* _WHAT YOU WILL DO_
On how many lines of the data below does the word "Elsdries" appear? Reply with the number only.

Stored data

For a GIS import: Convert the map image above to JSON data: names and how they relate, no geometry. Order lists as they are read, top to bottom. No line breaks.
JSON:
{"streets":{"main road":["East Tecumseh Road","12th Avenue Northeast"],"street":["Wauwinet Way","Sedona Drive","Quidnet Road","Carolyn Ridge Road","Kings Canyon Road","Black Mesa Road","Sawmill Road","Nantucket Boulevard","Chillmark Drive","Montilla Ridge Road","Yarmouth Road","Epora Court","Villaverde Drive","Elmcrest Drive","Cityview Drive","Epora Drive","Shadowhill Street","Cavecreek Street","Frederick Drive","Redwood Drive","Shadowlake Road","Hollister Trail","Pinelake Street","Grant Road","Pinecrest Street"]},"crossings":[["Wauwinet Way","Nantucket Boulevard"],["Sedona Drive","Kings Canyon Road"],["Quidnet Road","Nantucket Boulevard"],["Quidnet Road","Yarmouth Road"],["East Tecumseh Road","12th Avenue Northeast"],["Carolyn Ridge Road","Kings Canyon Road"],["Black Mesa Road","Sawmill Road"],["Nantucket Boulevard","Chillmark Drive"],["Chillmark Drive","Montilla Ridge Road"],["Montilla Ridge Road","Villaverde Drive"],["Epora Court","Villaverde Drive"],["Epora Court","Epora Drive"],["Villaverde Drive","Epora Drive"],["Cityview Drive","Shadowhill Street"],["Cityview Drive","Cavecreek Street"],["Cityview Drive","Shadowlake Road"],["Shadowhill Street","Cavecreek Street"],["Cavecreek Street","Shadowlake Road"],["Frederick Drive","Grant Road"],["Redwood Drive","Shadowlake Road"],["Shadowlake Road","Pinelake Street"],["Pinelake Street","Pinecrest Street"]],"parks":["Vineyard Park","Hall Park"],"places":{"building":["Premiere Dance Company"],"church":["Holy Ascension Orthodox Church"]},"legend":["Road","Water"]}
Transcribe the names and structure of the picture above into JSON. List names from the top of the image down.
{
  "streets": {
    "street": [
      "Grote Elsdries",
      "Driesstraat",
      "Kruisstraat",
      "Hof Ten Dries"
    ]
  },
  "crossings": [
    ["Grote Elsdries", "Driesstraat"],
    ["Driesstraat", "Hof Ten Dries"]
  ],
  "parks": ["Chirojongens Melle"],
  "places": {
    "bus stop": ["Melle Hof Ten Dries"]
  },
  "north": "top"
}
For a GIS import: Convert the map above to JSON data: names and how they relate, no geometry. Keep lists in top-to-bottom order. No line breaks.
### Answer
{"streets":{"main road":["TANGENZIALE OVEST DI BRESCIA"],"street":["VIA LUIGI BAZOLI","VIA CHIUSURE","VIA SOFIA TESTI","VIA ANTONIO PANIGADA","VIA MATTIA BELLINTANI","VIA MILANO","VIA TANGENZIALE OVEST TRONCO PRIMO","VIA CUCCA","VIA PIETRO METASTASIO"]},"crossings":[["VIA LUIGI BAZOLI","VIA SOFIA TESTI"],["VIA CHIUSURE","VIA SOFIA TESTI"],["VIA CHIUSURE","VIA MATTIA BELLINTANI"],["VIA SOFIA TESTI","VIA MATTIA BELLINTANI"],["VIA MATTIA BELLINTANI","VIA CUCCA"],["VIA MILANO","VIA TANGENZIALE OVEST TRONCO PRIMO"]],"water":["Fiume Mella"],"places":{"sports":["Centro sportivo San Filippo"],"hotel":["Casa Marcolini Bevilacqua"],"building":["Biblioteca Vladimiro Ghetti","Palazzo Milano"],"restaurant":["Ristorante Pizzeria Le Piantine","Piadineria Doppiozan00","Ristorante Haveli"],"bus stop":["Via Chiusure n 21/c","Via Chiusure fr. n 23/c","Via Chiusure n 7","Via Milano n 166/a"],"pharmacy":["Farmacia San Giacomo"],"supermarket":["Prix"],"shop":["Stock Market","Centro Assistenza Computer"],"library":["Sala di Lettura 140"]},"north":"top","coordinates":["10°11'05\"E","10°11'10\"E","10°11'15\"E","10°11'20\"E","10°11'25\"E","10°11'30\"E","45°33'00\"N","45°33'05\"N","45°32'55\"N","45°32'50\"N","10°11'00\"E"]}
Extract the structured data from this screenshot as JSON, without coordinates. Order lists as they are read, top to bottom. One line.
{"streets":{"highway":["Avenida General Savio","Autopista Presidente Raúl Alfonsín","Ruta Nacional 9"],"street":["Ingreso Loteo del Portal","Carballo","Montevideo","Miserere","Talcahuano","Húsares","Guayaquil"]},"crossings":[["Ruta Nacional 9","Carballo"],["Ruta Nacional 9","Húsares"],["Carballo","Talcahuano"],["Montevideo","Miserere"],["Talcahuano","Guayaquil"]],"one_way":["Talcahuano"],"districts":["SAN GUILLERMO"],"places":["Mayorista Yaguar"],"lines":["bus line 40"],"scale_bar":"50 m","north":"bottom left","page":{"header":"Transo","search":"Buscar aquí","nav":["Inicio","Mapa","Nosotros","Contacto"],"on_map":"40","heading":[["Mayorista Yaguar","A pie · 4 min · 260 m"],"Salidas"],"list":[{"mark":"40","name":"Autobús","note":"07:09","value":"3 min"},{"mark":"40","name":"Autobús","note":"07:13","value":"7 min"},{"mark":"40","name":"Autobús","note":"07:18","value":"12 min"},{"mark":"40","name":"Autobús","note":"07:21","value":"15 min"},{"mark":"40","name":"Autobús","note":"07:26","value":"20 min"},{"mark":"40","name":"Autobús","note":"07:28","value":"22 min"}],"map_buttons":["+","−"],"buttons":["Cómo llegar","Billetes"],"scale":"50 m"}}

* _ANSWER TO THIS PROBLEM_
2